Title: Serious Aliens

Genre: Top-down Shoot-em-up a-la Gauntlet, Alien Breed, Chaos Engine

Language: Blitz Basic 2

Extra Info: Please see the project discussion here

Phase One:

Graham kindly supplied me with a copy of Blitz Basic 2 to sink my teeth into, and after some time getting it set up, i set about crawling through some example code. My first aim, being to learn how to do the things with Blitz I am comfortably doing with AMOS Pro.

My first hinderance came in the form of OctaMED playback. I'm insistent on using MED because i've already written most of the music for the game in that format, and conversion to PT didnt quite have the results i wanted.

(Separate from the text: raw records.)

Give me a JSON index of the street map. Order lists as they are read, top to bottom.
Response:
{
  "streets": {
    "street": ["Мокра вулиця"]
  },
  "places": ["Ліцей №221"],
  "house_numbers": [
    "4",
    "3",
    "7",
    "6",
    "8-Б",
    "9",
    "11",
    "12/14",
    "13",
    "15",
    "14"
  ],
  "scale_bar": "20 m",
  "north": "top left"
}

I did try that, and in the process got familiar with how to add new commands into Blitz which in itself was a new experience (and a successful one) for me. I recommend from aminet BlitzLibMan (Library Manager) for anyone struggling to get ne commands/libs installed. It made it a doddle.

However, i quickly discovered the MED commands in BB2 to be heavily bugged, largely to be due to being VBlank synced and not CIA synced, which meant all my BPM based tunes played back at the wrong speeds with little way of fixing them. Thankfully, Leffman on EAB has come to the rescue there and has kindly implemented some MED playback sources into BB2 commands. Still in the development phase, these replacements are working very nicely.

My initial goal  was simply to get to grips with a few commands, for such as song playback, screen opening, copying, fades, handling palettes and simple objects on screen. I decided therefore to have a crack at just creating the intro screens for SA, in the style of those in Cannon Fodder.

Suffice to say this have been a success. I've learnt how to handle BitMap screens (these work like Screen Open in AMOS) but with a neccessary command (Slice) to be used for opening a viewport. AMOS Bobs it would seem are neatly transposed to BB2 int the form of 'Shapes' and i was quickly able to use my old method of opening an IFF file (LoadBitmap) and "Grabbing" my shapes for a Font from that (GetaShape), all on an invisible screen.
This is great to know, as this technique is one i have used again and again on AMOS to maintain all my graphics, as it means that you only need to update 1 IFF file to change a lot of graphics in the game, without messing with Banks etc. Palette commands, and Fades are even more powerful in BB2 than AMOS, and i particularly liked finding the "DoFade" command which allows you to make incremental steps in a fade, this being able to syncronise th fade-out of the screen with the fade-out of the music.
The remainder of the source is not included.